Listed records
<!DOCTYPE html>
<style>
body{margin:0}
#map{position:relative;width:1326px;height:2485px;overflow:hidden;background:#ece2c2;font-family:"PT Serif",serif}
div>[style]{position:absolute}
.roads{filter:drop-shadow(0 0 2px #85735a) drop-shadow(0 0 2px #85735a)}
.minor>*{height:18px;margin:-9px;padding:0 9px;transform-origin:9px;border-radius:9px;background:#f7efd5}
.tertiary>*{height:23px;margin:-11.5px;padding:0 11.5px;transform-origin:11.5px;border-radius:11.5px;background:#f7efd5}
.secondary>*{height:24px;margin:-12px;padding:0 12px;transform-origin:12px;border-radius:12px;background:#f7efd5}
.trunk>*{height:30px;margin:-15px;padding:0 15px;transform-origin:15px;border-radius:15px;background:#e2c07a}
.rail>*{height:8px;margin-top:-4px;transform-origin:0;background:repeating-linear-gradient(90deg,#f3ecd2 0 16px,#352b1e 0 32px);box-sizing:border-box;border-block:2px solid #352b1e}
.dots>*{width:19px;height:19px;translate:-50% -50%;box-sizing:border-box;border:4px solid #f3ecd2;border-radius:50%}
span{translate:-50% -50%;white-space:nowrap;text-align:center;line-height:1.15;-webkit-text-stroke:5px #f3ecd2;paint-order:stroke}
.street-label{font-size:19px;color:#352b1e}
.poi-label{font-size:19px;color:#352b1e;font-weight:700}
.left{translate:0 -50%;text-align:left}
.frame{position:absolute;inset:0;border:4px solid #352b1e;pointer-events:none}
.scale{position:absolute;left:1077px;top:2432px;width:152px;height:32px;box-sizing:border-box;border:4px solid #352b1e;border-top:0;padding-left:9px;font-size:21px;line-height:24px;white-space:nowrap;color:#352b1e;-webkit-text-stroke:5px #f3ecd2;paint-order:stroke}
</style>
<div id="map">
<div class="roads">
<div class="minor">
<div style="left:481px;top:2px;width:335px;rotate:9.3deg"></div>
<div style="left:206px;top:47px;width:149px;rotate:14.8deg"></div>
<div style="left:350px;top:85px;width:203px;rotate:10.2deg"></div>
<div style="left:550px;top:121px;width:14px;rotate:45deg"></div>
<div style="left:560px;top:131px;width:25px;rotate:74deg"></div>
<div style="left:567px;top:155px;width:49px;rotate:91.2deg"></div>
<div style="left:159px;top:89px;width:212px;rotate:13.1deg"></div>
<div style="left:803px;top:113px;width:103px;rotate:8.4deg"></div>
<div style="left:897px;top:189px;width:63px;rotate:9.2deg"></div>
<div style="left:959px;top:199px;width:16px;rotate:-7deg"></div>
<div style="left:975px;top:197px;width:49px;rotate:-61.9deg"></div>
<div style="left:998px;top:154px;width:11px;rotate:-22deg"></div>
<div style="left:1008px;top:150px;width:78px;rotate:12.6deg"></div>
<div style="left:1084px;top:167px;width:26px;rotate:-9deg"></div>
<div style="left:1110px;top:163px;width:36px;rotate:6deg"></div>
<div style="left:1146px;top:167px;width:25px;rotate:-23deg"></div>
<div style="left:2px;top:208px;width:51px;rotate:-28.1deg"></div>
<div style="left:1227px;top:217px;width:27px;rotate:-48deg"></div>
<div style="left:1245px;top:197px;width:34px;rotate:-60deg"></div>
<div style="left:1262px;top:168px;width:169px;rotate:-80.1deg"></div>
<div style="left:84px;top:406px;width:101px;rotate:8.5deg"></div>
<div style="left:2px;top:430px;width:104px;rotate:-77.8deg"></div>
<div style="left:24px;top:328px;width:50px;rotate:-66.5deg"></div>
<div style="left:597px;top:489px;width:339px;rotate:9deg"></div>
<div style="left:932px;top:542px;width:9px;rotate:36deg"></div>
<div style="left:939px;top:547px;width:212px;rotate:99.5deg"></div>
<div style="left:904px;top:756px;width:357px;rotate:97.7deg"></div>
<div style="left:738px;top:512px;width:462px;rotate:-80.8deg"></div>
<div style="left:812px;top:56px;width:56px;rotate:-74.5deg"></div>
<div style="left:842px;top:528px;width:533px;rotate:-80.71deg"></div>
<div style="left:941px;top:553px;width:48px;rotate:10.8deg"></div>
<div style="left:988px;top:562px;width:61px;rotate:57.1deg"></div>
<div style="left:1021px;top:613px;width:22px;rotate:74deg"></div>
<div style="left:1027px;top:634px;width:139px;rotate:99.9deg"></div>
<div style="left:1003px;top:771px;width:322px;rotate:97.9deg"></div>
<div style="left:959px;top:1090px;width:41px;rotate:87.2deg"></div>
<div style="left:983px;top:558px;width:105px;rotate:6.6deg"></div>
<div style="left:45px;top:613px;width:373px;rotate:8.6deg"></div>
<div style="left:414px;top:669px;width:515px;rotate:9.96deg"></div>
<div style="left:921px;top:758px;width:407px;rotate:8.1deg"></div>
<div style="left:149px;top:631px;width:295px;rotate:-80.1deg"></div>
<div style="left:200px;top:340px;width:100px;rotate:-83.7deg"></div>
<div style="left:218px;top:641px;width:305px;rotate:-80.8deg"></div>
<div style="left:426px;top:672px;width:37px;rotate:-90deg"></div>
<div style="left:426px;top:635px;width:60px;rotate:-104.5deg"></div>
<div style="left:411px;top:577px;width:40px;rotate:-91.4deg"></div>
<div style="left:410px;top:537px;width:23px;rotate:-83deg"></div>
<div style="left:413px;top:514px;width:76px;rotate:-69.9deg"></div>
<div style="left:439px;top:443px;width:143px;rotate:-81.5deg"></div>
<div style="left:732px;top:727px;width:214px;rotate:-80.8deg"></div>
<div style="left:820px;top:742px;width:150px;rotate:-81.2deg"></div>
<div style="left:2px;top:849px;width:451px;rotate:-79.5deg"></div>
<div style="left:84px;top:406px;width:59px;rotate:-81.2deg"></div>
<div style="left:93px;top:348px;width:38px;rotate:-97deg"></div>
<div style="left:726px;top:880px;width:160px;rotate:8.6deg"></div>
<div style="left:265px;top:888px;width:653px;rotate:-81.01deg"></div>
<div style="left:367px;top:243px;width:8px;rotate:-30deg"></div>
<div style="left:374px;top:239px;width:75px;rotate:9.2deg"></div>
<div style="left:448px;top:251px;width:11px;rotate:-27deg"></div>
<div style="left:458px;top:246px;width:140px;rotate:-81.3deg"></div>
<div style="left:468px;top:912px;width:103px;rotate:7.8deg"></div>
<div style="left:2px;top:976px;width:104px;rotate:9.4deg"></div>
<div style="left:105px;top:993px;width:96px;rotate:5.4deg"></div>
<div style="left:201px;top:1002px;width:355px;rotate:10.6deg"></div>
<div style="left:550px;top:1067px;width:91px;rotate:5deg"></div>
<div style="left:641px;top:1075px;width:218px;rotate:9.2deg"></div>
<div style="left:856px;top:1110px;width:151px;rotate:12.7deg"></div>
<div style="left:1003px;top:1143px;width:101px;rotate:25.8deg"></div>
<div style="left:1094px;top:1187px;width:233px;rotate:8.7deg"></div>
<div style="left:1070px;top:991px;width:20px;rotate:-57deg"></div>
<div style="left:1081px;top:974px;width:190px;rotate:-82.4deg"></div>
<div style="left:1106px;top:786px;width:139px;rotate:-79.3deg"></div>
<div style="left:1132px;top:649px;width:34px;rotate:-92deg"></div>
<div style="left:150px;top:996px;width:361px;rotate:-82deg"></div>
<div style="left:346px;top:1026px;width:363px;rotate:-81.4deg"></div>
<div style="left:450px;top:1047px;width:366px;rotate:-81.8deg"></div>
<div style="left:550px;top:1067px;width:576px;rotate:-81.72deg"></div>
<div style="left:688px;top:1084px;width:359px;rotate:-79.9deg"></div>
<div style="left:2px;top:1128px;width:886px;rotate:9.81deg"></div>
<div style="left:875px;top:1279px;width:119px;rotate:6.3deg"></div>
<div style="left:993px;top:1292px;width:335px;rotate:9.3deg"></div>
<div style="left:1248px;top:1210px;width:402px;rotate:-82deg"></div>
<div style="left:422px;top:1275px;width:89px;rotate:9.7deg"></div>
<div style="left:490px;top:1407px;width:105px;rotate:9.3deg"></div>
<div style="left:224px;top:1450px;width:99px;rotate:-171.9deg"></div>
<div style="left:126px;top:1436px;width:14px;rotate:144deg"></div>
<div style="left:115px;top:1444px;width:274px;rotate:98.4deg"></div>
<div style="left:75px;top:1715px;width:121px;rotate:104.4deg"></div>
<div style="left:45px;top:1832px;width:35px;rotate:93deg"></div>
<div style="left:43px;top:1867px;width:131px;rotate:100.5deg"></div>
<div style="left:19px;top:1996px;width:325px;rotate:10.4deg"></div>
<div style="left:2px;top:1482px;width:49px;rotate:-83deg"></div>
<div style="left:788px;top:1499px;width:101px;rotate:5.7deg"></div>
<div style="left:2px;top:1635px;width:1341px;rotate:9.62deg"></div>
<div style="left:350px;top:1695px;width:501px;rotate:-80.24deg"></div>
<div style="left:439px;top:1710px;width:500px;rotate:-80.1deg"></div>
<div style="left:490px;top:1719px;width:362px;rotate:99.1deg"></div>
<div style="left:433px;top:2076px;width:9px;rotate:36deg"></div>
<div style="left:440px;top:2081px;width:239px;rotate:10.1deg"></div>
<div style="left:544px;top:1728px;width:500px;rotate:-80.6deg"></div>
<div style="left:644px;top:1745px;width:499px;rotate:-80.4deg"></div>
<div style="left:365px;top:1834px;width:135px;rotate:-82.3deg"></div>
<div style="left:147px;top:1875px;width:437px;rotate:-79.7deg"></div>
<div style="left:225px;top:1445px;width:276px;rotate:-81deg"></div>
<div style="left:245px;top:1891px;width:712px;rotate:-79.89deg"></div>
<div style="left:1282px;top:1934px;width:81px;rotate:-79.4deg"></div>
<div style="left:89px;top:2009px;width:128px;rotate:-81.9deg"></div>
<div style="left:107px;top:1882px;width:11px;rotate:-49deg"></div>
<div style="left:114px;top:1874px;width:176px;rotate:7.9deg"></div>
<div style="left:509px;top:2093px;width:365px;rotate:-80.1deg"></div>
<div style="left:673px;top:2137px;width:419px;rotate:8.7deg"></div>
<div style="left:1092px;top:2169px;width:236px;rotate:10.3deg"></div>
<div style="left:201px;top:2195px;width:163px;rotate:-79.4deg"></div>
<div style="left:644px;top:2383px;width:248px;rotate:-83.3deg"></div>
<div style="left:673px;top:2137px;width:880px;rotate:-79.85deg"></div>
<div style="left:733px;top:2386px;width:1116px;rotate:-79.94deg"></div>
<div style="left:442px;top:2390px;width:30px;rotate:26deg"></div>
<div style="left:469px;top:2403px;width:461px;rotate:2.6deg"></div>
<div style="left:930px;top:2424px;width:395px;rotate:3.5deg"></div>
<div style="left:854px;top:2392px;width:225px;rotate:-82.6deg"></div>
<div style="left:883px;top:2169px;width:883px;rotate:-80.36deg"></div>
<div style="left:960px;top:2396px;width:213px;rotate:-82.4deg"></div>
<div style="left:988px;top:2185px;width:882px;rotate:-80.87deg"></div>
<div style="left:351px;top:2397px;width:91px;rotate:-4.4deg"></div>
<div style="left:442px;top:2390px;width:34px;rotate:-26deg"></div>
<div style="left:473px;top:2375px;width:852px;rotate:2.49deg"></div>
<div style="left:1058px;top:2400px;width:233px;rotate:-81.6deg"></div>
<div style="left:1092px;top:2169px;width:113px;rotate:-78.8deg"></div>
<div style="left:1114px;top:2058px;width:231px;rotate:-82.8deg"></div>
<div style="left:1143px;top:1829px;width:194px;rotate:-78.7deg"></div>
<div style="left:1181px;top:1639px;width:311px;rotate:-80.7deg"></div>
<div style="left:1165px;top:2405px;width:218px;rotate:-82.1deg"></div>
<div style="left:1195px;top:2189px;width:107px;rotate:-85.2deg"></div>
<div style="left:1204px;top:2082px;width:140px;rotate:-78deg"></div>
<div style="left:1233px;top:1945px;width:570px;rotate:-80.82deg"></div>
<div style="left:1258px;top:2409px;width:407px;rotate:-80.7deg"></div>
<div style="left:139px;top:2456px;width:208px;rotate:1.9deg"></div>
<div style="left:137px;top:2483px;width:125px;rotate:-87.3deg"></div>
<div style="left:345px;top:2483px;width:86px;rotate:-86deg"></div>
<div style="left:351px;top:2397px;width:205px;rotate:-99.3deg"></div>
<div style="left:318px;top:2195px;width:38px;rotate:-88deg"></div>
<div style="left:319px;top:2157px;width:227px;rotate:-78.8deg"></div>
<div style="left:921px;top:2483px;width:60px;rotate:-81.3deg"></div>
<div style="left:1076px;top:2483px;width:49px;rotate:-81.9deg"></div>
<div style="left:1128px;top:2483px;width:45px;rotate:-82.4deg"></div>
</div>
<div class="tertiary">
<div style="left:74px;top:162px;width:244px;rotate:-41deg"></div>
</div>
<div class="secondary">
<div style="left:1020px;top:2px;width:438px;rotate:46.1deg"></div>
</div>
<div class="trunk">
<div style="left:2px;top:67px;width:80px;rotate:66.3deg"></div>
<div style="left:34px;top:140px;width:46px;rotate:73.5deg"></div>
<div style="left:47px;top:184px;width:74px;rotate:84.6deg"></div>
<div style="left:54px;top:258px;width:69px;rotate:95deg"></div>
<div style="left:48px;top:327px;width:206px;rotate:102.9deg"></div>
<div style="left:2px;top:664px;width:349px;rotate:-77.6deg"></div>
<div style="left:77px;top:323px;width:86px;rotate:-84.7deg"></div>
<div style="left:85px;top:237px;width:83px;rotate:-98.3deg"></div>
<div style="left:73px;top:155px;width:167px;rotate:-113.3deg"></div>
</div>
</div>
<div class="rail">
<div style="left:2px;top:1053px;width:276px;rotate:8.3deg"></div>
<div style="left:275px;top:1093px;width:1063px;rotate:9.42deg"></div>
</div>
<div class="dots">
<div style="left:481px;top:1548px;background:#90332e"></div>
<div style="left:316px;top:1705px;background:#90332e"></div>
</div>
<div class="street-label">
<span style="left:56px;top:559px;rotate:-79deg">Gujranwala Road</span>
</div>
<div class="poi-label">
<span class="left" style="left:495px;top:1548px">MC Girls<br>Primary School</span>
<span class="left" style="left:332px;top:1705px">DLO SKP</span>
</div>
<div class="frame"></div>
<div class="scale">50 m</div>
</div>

Exercise directions
Begin at the first line of the material and transcribe each line exactly. End with the line containing "2px #85735a) drop-shadow(0", and give nothing else.

Solved problem
<!DOCTYPE html>
<style>
body{margin:0}
#map{position:relative;width:1326px;height:2485px;overflow:hidden;background:#ece2c2;font-family:"PT Serif",serif}
div>[style]{position:absolute}
.roads{filter:drop-shadow(0 0 2px #85735a) drop-shadow(0 0 2px #85735a)}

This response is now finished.